The scientific team used the UH Mānoa Hawai‘i Undersea Research Laboratory’s submersible and remotely-operated vehicles to examine coral communities on submarine lava flows of various ages on the leeward flank of the Island of Hawai‘i. Utilizing the fact that the age of the lava flows—between 61 and 15,000 years—is the oldest possible age of the coral community growing there, they observed the deep-water coral community in Hawai‘i appears to undergo a pattern of ecological succession over time scales of centuries to millennia.
The study , published this week, reported Coralliidae, pink coral, were the pioneering taxa, the first to colonize after lava flows were deposited. With enough time, the deep-water coral community showed a shift toward supporting a more diverse array of tall, slower growing taxa: Isididae, bamboo coral, and Antipatharia, black coral. The last to colonize was Kulamanamana haumeaae, gold coral, which grows over mature bamboo corals, and is the slowest growing taxa within the community.

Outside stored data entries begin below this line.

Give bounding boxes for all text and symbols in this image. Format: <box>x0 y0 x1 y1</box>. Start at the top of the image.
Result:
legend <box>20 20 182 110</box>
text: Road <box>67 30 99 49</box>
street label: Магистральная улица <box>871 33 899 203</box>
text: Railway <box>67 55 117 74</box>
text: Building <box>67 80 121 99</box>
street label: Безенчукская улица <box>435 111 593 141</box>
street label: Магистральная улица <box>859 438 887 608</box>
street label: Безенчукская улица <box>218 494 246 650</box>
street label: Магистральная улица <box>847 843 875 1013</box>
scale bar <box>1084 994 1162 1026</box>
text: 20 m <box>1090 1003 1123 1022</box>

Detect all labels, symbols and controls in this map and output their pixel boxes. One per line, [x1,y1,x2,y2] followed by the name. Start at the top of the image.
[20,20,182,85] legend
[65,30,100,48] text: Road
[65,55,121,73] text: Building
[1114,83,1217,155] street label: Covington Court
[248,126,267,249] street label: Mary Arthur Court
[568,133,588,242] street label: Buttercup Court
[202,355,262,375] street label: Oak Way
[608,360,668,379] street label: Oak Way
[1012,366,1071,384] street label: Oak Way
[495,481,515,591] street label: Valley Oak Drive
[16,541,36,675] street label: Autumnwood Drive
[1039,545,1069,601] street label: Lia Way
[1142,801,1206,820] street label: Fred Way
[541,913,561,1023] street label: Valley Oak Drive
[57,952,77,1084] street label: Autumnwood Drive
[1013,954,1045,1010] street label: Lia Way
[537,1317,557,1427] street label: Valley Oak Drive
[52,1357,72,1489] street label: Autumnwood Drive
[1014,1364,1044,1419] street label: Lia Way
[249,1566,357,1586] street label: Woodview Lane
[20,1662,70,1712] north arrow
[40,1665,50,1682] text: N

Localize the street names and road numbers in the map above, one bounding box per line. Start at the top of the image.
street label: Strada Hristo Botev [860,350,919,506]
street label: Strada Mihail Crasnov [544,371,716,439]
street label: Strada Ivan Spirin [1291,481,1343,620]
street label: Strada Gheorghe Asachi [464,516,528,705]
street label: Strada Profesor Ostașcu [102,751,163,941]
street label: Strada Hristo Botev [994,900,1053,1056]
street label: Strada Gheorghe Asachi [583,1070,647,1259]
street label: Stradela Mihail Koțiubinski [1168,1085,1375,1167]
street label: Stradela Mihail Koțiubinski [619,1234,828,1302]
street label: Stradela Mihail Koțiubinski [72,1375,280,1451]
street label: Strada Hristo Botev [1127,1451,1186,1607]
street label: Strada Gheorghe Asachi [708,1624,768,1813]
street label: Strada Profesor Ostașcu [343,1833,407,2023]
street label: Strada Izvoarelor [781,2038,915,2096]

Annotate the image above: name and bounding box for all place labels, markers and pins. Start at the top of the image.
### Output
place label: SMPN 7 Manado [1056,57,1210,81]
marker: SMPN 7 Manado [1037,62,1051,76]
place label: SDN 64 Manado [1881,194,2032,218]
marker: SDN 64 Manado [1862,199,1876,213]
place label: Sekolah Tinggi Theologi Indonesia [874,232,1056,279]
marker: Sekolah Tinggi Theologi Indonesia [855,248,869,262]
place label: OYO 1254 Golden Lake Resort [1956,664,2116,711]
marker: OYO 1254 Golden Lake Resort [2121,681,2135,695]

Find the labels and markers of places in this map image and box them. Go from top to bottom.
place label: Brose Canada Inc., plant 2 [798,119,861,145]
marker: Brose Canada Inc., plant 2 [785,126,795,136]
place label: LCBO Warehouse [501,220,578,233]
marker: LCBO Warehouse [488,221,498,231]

“This study was the first to estimate the rate of growth of a deep-sea corals on a community scale,” said Meagan Putts, lead author of the study and research associate at SOEST’s Joint Institute for Marine and Atmospheric Research (JIMAR). “This could help inform the management of the precious coral fishery in Hawai‘i. Furthermore, Hawai‘i is probably the only place in the world where such a study could have been performed due to its continuous and well known volcanology.”